The Price Is Right for Bernie Sanders in Nevada

His surging campaign calls in a Spanish-language game show host to rally Latinos in the state.

The Price Is Right is one of the most overtly capitalist shows on TV, a prolonged infomercial that rewards contestants for their knowledge of the prices of various brand-name consumer goods. But Marco Antonio Regil, the former longtime host of the show's Mexican counterpart, Atínale Al Precio, is doing all he can to support Bernie Sanders, a socialist who rails against capitalist greed at every opportunity.

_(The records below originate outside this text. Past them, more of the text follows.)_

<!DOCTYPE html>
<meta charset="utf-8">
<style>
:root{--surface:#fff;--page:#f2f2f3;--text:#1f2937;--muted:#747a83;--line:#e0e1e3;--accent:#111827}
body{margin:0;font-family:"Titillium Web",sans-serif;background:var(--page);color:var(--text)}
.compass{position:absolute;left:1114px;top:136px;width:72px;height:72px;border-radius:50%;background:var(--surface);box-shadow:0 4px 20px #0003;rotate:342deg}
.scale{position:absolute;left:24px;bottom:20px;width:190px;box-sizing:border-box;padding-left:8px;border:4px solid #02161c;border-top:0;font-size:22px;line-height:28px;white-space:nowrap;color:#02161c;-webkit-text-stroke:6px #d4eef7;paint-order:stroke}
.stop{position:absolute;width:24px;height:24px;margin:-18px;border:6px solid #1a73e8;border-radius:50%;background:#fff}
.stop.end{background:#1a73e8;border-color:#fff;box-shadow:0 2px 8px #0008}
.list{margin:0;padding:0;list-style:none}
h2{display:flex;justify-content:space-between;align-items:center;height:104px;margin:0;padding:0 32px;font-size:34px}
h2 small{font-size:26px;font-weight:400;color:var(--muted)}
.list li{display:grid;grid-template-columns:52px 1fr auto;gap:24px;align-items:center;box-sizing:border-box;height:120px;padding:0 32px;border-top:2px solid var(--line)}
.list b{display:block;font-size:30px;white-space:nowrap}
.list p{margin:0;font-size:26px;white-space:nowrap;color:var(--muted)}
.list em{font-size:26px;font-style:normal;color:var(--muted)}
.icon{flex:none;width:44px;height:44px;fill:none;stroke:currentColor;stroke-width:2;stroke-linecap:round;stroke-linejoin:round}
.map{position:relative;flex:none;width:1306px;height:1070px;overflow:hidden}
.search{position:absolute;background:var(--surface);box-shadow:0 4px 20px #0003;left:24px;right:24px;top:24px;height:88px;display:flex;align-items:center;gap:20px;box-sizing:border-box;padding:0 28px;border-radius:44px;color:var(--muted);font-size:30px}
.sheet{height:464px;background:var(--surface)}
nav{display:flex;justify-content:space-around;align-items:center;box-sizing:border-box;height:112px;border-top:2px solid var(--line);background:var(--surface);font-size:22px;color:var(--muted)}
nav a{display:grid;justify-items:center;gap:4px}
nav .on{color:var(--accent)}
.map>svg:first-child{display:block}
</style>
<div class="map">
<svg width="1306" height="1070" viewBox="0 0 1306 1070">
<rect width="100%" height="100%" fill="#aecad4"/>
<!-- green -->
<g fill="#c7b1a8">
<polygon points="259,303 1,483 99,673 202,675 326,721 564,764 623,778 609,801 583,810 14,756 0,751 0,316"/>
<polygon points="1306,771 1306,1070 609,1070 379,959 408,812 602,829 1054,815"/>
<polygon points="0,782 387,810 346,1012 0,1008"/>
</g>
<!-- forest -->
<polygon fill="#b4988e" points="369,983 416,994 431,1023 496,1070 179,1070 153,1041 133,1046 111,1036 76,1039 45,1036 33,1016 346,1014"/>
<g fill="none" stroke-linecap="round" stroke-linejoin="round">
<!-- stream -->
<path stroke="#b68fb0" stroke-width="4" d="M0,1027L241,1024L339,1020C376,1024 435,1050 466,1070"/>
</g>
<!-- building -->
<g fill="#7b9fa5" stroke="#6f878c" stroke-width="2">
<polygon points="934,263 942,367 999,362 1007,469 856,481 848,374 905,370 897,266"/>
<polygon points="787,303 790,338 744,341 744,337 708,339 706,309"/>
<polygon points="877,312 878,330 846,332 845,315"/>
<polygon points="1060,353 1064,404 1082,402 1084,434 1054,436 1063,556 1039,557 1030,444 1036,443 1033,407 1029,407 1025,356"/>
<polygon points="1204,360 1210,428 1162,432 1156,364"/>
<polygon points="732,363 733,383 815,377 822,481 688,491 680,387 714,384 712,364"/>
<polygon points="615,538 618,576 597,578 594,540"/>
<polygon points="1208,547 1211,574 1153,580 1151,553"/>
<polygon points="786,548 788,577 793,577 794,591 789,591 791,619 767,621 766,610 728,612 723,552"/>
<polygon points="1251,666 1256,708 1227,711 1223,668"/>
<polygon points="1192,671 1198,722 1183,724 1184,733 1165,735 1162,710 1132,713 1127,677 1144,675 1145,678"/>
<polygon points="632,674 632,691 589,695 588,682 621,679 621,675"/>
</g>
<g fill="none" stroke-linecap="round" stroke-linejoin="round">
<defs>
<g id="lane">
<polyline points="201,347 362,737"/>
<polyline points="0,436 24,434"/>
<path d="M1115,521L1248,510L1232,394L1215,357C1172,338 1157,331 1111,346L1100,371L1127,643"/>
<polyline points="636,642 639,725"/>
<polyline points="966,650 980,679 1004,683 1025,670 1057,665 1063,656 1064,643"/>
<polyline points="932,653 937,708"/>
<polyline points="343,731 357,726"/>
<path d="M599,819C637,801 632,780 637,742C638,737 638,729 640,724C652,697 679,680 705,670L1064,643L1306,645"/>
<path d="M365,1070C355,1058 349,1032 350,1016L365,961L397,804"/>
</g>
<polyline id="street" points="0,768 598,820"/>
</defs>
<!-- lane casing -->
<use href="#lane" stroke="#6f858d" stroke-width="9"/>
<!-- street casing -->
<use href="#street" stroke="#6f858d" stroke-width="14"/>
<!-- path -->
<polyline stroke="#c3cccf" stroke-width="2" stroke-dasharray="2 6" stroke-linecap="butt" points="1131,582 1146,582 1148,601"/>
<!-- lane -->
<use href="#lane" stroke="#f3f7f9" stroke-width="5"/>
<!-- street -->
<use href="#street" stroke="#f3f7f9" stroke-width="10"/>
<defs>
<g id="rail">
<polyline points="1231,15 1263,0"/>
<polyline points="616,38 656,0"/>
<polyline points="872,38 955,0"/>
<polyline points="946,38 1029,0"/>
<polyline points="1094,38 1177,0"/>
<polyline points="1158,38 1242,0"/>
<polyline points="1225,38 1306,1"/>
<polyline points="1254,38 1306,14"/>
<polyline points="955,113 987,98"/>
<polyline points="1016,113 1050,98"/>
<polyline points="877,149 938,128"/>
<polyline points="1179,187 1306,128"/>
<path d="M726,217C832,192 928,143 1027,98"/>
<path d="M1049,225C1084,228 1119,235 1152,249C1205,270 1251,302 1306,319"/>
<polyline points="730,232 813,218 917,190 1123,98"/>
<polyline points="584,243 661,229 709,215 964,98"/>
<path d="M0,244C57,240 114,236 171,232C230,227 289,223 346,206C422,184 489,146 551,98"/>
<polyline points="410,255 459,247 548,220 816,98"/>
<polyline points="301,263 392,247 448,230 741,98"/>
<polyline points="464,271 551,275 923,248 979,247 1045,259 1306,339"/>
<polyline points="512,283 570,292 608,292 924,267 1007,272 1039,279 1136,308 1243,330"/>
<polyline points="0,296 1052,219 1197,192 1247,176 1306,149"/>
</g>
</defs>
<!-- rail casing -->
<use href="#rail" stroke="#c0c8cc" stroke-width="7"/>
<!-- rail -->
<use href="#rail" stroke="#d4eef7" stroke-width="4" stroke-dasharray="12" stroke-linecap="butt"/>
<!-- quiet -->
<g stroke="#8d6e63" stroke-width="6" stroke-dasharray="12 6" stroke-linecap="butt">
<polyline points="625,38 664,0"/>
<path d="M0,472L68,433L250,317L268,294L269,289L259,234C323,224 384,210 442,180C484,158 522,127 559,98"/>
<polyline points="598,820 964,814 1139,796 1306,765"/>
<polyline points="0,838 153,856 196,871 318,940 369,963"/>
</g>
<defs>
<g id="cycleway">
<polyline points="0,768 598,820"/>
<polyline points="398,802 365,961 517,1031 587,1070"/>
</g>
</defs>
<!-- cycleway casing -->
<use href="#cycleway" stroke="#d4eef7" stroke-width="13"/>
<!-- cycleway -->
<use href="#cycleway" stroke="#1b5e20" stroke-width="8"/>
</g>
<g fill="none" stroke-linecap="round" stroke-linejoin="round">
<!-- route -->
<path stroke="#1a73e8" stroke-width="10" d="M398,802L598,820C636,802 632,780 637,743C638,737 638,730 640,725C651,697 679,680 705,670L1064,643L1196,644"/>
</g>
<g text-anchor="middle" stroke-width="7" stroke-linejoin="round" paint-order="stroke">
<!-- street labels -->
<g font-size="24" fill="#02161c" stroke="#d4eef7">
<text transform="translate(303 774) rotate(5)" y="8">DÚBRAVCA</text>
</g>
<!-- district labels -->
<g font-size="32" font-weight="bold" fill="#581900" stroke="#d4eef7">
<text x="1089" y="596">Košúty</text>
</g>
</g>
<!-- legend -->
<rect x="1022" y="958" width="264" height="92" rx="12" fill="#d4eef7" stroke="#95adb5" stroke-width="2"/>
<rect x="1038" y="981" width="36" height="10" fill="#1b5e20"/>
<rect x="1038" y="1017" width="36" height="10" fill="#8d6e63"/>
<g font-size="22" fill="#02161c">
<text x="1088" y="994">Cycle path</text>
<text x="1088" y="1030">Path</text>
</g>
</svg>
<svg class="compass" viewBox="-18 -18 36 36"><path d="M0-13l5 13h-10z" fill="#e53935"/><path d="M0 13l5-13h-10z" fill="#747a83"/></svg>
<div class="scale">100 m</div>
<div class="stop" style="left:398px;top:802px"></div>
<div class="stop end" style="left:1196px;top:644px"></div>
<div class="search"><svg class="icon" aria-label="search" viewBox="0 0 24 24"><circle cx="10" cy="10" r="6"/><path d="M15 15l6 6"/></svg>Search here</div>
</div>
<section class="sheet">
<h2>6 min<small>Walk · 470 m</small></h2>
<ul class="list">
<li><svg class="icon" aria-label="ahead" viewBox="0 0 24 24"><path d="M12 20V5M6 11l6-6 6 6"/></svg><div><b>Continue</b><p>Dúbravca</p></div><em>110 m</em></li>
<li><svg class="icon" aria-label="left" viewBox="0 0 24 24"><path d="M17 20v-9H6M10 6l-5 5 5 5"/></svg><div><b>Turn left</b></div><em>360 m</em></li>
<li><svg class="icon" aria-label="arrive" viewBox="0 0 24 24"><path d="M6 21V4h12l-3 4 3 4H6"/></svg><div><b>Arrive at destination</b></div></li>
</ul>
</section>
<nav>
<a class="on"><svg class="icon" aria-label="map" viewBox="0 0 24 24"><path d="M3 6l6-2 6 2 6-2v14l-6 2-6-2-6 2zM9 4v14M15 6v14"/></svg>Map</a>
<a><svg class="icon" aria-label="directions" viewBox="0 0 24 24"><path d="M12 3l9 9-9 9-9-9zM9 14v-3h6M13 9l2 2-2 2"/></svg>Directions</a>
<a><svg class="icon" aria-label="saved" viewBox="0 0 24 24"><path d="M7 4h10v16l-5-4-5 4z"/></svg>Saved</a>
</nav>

On Wednesday, Regil stopped by a small Sanders phone-banking operation to reach Spanish-speaking voters in Las Vegas. The phone bank was as much a photo op for the media as it was a full-scale get-out-the-vote drive. Volunteers barely outnumbered reporters—hailing from the New York Times, NPR, CNN, and others—who piled into the house of Jackie Ramos, an enthusiastic Sanders supporter. While volunteers worked through their call sheets, state communications director Emilia Pablo teased them before Regil's arrival. "I know the ladies are waiting for him," she said of the handsome TV star, who has also hosted Spanish-language versions of Family Feud and Dancing With the Stars and the Miss Mexico pageant .

When Regil arrived, he huddled for photos with the fangirl volunteers and then offered a brief speech detailing why Sanders was his candidate of choice. He described his childhood in Tijuana, when he revered the middle class in the United States that he saw lacking in Latin America. "The class divides in Latin America were one of the saddest things I grew up experiencing," he said. But that's slipping away, he said, hence the need for Sanders. "I know what happens when income inequality and the classes start dividing, and the gap becomes so big: Poor people start struggling, they cannot survive, and they start getting violent. They start mugging other people."

But he was quick to caution that the socialism that Sanders offers isn't the same as the Latin America version put forward by politicians like Hugo Chavez or Fidel Castro. "He calls it democratic socialism," he said. "I don't like using that word; I prefer using conscious capitalism."

"And I want Elizabeth Warren to be vice president," he shouted to the reporters who followed him out.

On Saturday, Nevadans will pick their candidate for the Democratic presidential nomination in the state's caucuses. In the surprisingly tight race, the Latino vote will be critical. Latinos make up 27.8 percent of the state's population, despite the Hillary Clinton campaign's attempts to downplay expectations for the state by describing it as dominated by white voters, who have tended to support Sanders.

With the caucuses just days away, the phone bank was still focused on simply identifying potential Sanders supporters, rather than the typical late-game campaign strategy of reminding known voters that they need to turn up at the polls. But the Sanders campaign got off to a late start in Nevada before fully ramping up to match Clinton's level of staffing. State director Joan Kato didn't come to town until November.

Despite that late start, Sanders and Clinton are in a toss-up ahead of the Nevada caucuses on Saturday, with a CNN poll released Wednesday morning showing Clinton ahead by a statistically insignificant margin, holding a 48-47 percent lead.

After revving up the crowd, Regil took an awkward turn manning the phones. The TV host searched the calls sheets to find female voters, joking that he knew his crowd. Most people he called didn't pick up. (He realized halfway through that dialing from an out-of-state number wasn't going to result in a lot of people answering the phone.) "Nobody's home, everybody's partying in Vegas," he joked. When he finally got someone to pick up, he forgot to check whether she was a Sanders supporter.

The two campaigns' surrogates stumping in Las Vegas on Wednesday exemplified the broader divide between the two efforts. While Regil made phone calls for Sanders, the Clinton campaign brought labor icon Dolores Huerta and former Secretary of Housing and Urban Development Henry Cisneros to rally supporters at the campaign's field office in East Las Vegas. While Sanders might have the razzle-dazzle of a TV star turned politics newbie, Clinton's got long-standing political bigwigs making the case for her campaign.